(Data excerpts)
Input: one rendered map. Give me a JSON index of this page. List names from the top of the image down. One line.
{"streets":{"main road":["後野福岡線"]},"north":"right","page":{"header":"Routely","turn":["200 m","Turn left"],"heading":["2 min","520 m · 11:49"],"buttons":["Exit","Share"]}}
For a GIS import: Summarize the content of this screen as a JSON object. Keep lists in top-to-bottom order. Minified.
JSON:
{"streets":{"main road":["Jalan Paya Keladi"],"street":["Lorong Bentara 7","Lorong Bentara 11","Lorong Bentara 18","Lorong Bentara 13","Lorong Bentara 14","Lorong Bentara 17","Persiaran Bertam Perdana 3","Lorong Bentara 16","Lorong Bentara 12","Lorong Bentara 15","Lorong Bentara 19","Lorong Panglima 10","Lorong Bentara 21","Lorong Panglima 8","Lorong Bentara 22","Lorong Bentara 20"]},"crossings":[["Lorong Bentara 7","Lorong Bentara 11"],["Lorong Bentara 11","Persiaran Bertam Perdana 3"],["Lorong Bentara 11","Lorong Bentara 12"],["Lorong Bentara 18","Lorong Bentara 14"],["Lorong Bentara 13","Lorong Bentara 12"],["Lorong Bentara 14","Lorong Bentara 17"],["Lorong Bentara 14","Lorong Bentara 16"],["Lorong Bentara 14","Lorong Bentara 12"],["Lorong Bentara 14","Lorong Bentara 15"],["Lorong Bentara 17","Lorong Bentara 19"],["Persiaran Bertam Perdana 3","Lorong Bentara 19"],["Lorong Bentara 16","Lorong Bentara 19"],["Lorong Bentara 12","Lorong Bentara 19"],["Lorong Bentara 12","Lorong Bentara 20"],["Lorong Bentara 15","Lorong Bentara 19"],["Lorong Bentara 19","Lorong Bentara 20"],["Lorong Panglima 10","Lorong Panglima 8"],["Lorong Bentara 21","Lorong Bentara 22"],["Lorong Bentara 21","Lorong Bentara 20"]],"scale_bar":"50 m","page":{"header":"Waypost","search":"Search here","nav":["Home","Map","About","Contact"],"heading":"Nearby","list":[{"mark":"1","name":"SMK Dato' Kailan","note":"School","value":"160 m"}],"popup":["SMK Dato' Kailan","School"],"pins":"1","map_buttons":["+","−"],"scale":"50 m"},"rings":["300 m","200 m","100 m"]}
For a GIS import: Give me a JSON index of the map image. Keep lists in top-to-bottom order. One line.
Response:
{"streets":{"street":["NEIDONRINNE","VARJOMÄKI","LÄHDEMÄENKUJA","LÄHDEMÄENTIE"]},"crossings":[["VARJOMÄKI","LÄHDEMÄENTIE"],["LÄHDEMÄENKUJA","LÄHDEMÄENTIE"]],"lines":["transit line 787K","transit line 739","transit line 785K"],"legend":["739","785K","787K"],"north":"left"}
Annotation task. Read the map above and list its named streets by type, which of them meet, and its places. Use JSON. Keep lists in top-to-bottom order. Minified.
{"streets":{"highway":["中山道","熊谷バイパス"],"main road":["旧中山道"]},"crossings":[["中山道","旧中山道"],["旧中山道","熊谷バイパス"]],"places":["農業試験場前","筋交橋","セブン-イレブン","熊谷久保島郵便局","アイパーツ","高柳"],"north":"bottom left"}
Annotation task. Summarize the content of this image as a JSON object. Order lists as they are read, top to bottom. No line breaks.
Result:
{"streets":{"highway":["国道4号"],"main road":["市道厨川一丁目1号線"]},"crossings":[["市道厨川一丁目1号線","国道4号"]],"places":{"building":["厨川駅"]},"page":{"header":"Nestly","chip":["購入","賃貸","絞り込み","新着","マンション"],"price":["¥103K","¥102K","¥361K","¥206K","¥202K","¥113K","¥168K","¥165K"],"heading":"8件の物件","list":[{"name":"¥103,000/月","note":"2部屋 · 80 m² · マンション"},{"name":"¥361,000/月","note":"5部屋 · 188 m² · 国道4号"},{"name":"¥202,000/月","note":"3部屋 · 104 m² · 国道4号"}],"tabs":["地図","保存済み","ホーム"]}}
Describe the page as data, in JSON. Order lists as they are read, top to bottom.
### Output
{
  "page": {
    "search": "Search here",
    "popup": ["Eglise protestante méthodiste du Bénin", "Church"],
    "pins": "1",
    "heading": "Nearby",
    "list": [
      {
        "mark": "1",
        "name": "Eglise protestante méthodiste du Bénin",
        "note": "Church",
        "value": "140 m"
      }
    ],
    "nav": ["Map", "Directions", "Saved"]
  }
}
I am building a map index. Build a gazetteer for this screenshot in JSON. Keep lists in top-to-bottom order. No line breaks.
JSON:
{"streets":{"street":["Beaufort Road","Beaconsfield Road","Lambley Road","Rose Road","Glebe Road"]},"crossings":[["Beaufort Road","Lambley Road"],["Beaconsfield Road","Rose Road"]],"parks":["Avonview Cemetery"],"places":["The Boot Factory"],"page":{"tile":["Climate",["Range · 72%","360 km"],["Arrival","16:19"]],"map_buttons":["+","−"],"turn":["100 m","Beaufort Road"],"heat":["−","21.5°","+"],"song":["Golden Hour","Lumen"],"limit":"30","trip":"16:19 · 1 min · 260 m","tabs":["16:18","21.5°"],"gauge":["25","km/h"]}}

▶ [Work to be completed]
The answer should consist of the lines from the first line of the entries through the line with "For a GIS import: Summarize", copied exactly.

▶ [Solution for this problem]
Input: one rendered map. Give me a JSON index of this page. List names from the top of the image down. One line.
{"streets":{"main road":["後野福岡線"]},"north":"right","page":{"header":"Routely","turn":["200 m","Turn left"],"heading":["2 min","520 m · 11:49"],"buttons":["Exit","Share"]}}
For a GIS import: Summarize the content of this screen as a JSON object. Keep lists in top-to-bottom order. Minified.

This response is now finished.